Figure 1 shows that, at the time of our last publication, we already had an almost complete picture of the data. Using the September 2016 snapshot to publish data up to and including March 2016 meant that we had approximately 99% of the returns due for the period. The result is a lack of large upward revisions in the data that we have published. Had we included up to June 2016 in our last publication, the data would see upward revisions as we receive additional returns for the latest period.
Details on the estimation methods we are currently looking to employ in order to address the issues presented by the timeliness of response can be found in section 7 of this article: ‘New methodology and data challenges’. The effect of new returns on the data will generally have the greatest impact in the most recent months, but as we are publishing a mature dataset this issue is largely diminished. However, late submission of returns and businesses opting to submit their VAT return annually can cause revisions to the data further back, though these revisions are typically small.
Data cleaning also causes revisions to the data. The new cleaning methods that we have developed for use in the new VAT processing platform are more comprehensive and better analysis of the impact that such cleaning introduces is now possible. It is important to recognise that for this article, many of the larger revisions to the data since the previous article were the result of the current cleaning and processing methodology developed for initial research and analysis purposes.
4.3 Business errors
It is possible for businesses to make clerical errors when submitting their VAT return. Businesses are able to change the level of turnover they have submitted for a reporting period and any such change is then updated in the VAT turnover data for the following monthly snapshot. This can create either positive or negative revisions depending on whether a firm overstated or understated their turnover.

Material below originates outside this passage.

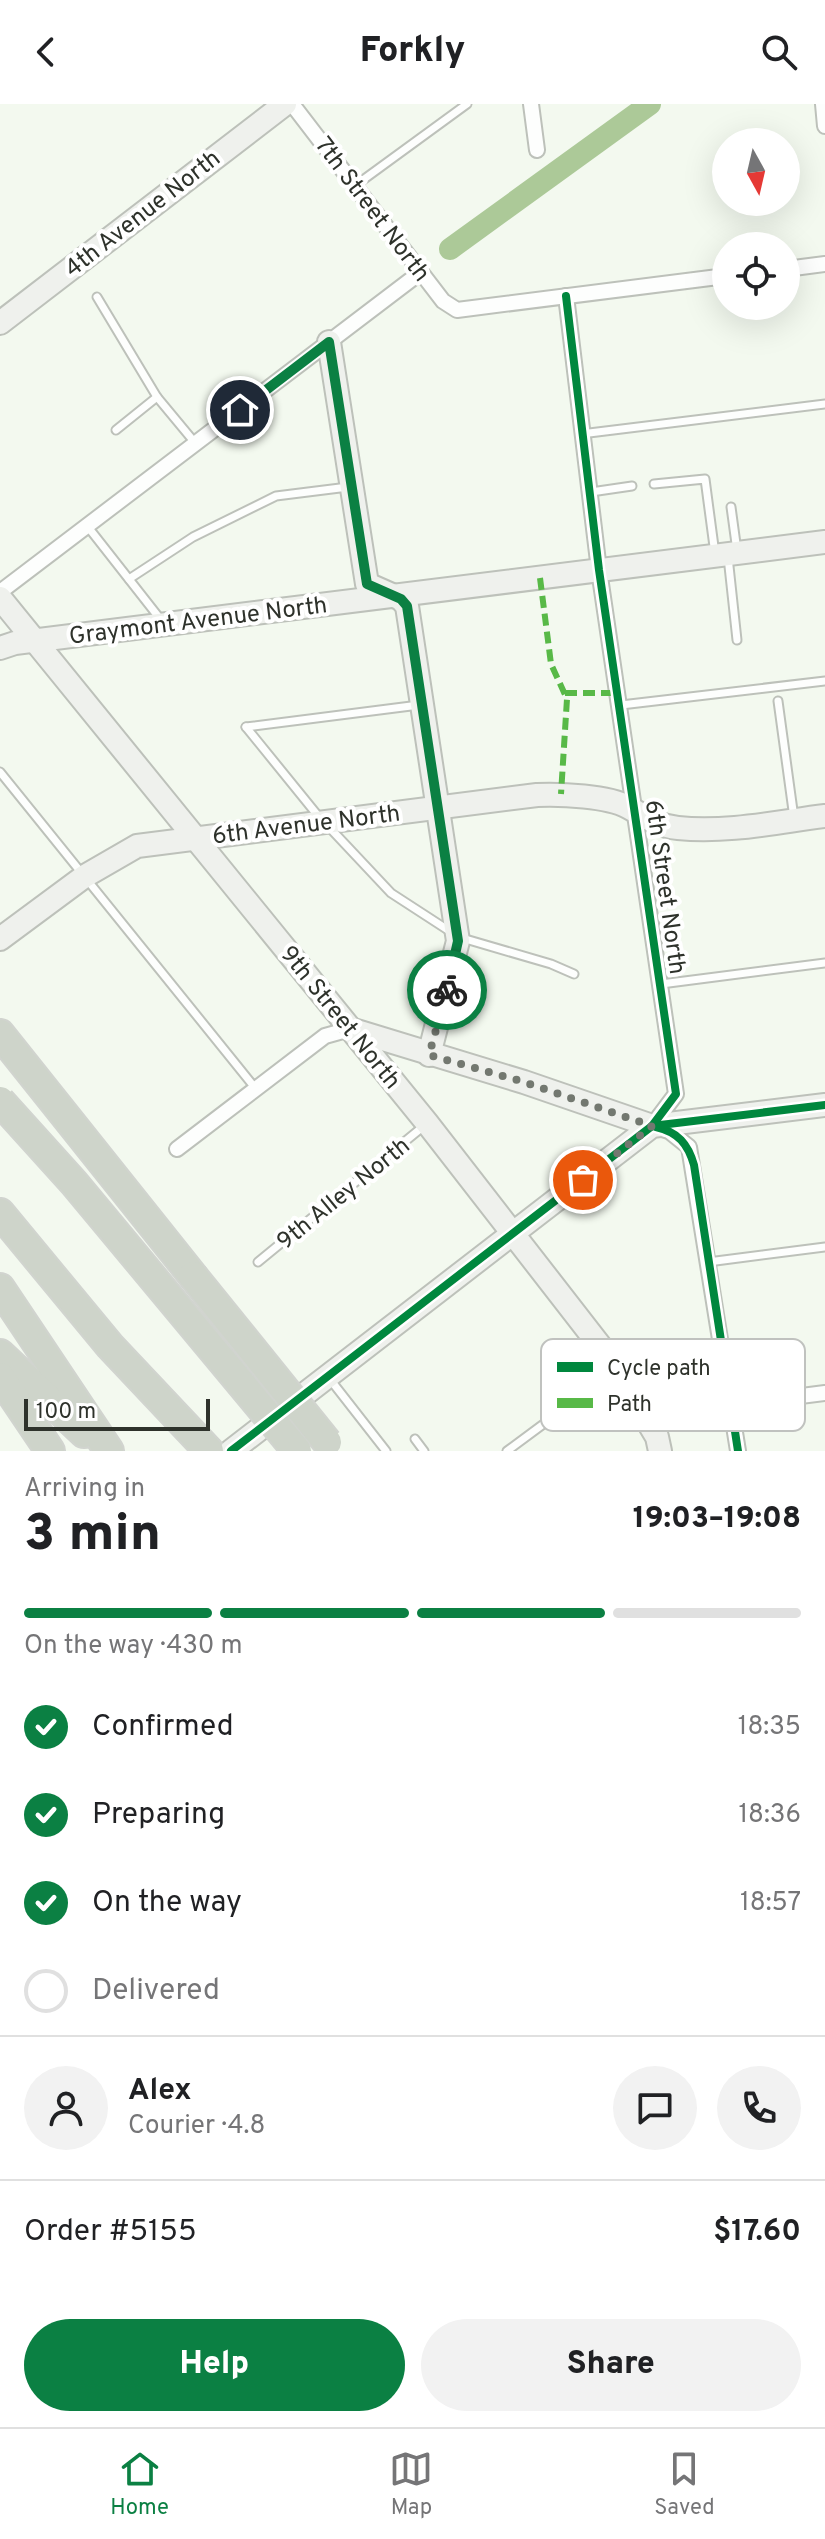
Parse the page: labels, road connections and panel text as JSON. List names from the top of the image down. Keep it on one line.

Businesses that make these revisions to their turnover are identifiable by the “return type” variable in our VAT dataset. We can use this administrative variable to identify the particular reason for the revision and make appropriate amendments to our data. VAT payment enforcement can also cause revisions across historical time periods of our data.

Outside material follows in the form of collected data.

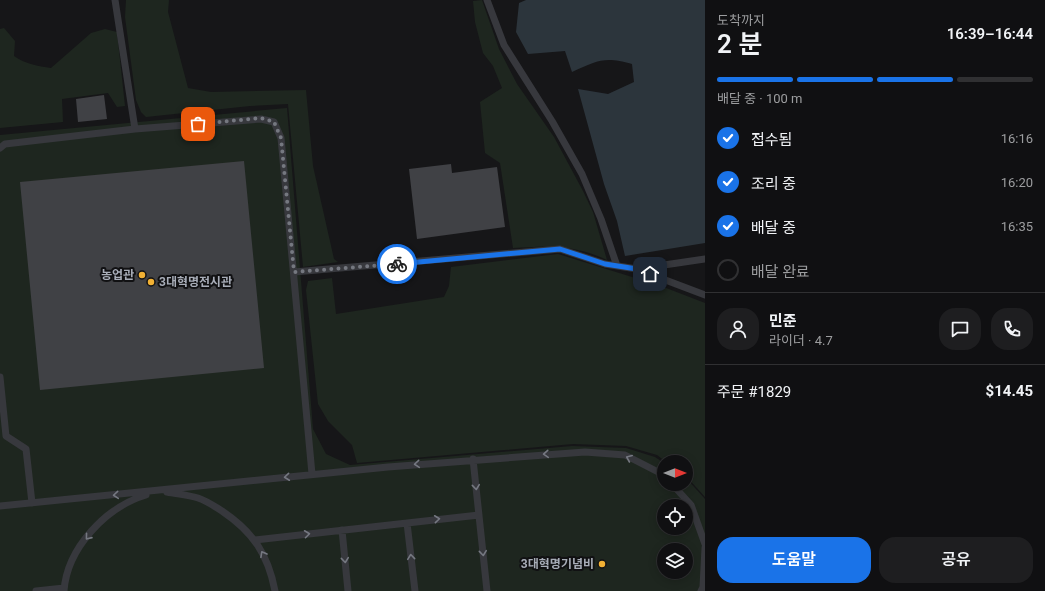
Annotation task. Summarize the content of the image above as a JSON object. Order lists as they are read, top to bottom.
{
  "places": ["농업관", "3대혁명전시관", "3대혁명기념비"],
  "north": "right",
  "page": {
    "heading": ["2 분", "도착까지", "16:39–16:44"],
    "panel": [
      "민준",
      "라이더 · 4.7",
      "주문 #1829",
      "$14.45"
    ],
    "bar": "배달 중 · 100 m",
    "list": [
      ["접수됨", "16:16"],
      ["조리 중", "16:20"],
      ["배달 중", "16:35"],
      "배달 완료"
    ],
    "buttons": ["도움말", "공유"]
  }
}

4.4 Changes to apportionment as a result of partial VAT return response in the business structure
Some complex VAT structures may experience revisions as a result of the apportionment method we currently use. An illustrating example involves an enterprise that is linked to 3 VAT registration units and 3 reporting units within its business structure. Within one monthly snapshot, if only 2 out of 3 VAT registration units have submitted their turnover for a given reference period, the turnover from the 2 VAT registered units would be linked to the enterprise and then apportioned over the 3 reporting units. If in the following month, the third VAT registration unit submitted a VAT return for the same reference period, this additional turnover would be linked to the enterprise total and again apportioned to the reporting units, thus revising their turnover between snapshots. This is another example of how additional returns can affect the data; however, this is a more specific issue related to our apportionment methodology and is being improved for use in our new VAT processing platform.
Nôl i'r tabl cynnwys
The data in this article are similar to that presented in the previous article but have been updated using the latest available snapshot of the HM Revenue and Customs (HMRC) VAT turnover dataset (dated 3 January 2017). It provides data for an additional quarter, Quarter 2 (Apr to June) 2016 and includes revisions across the full time series of this experimental data.
We have used this data to highlight some of the revisions that have been made since the previous article and elaborated more specifically on the provenance of these revisions. The data issues that we describe in section 4: “Revisions overview and analysis” and section 5.3: “Data revisions” are to be addressed and resolved using the new ONS VAT processing platform and the latest methodology derived for its development. The overall VAT turnover processing issues and methodology are summarised in section 7: “New methodology and data challenges”.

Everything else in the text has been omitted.